I me Mine

根暗なマイハートのネジを巻け!

破戒7


島崎藤村の『破戒』を読む。
読後を待たずに感想文を書く。
主人公と一緒に自分の心の動きをつづるのだ。


続き。


解説を読んだ。


島崎藤村は、その人自体に複雑な素性を抱えており、「親ゆづりの憂鬱」という言葉を、しばしば語ったそうである。


本小説は、プロレタリア文学として社会問題を扱った小説であると同時に、個人的な内面に焦点を当てた小説という二面性を持つということである。
この点については、私はこれまでの感想のなかで、現在に通じる既得権や格差問題に触れ、同時に個人主義の芽生えとして主人公の葛藤をとらえていたつもりである。


また、現実と自我の格闘という切り口についても、解説を待つまでもなく、私は尾崎豊の『僕が僕であるために』との類似性を提起したものである。


若干自信のなかったのは、主人公が告白したときに情けないほどに謝罪した点である。
私はそれを当時の差別感情が一定のルールとして根強い、要するに厳しい現実からきた行動かなと思っていたのだが、『破戒』のそこが欠点だとする議論があるようだ。


本書が社会的な書であるならば、差別はいけないと主人公に言わせなくてはならなかったのに、それをしなかったのは、主人公の宿命的な暗さであり、作者の運命感の表れであると解説は書いている。
しかし、それに私はこう反論してみたい。主人公を追い込み、卑屈なまでに何度も謝罪の言葉を述べさせた島崎藤村の筆から、逆に差別の恐ろしさを読み取ることができ、それが島崎藤村の社会的な問題提起だといえないだろうかと。

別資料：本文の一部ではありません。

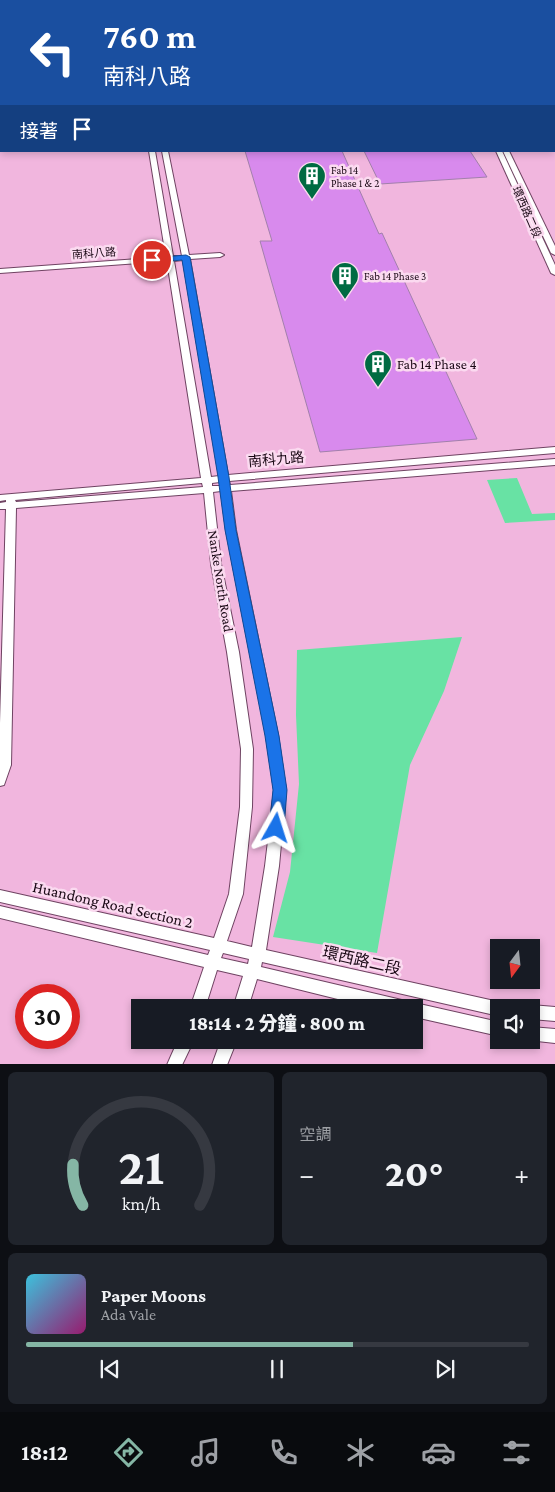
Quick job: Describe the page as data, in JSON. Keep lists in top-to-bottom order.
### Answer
{
  "streets": {
    "street": [
      "環西路二段",
      "南科八路",
      "南科九路",
      "Nanke North Road",
      "Huandong Road Section 2"
    ]
  },
  "crossings": [
    ["環西路二段", "Nanke North Road"],
    ["環西路二段", "Huandong Road Section 2"],
    ["南科八路", "Nanke North Road"],
    ["南科九路", "Nanke North Road"],
    ["Nanke North Road", "Huandong Road Section 2"]
  ],
  "places": {
    "building": ["Fab 14 Phase 1 & 2", "Fab 14 Phase 3", "Fab 14 Phase 4"]
  },
  "north": "bottom",
  "page": {
    "turn": ["760 m", "南科八路"],
    "then": "接著",
    "limit": "30",
    "trip": "18:14 · 2 分鐘 · 800 m",
    "tile": "空調",
    "heat": ["−", "20°", "+"],
    "song": ["Paper Moons", "Ada Vale"],
    "tabs": "18:12",
    "gauge": ["21", "km/h"]
  }
}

ただし、私自身の感想でも欠落してしまったのは、昨日感想としてラストのその先を予想したときに、「主人公は将来日本の教育に貢献するだろう」とまでは書いたけれど、「差別や格差(貧困等)をなくし平等な社会をつくるだろう」とまで書かなかったことである。
そこまで思い至らなかったのは、主人公の葛藤に目が行っていて、心のどこかで差別はなくならないと思った、私の運命感の表れなのである。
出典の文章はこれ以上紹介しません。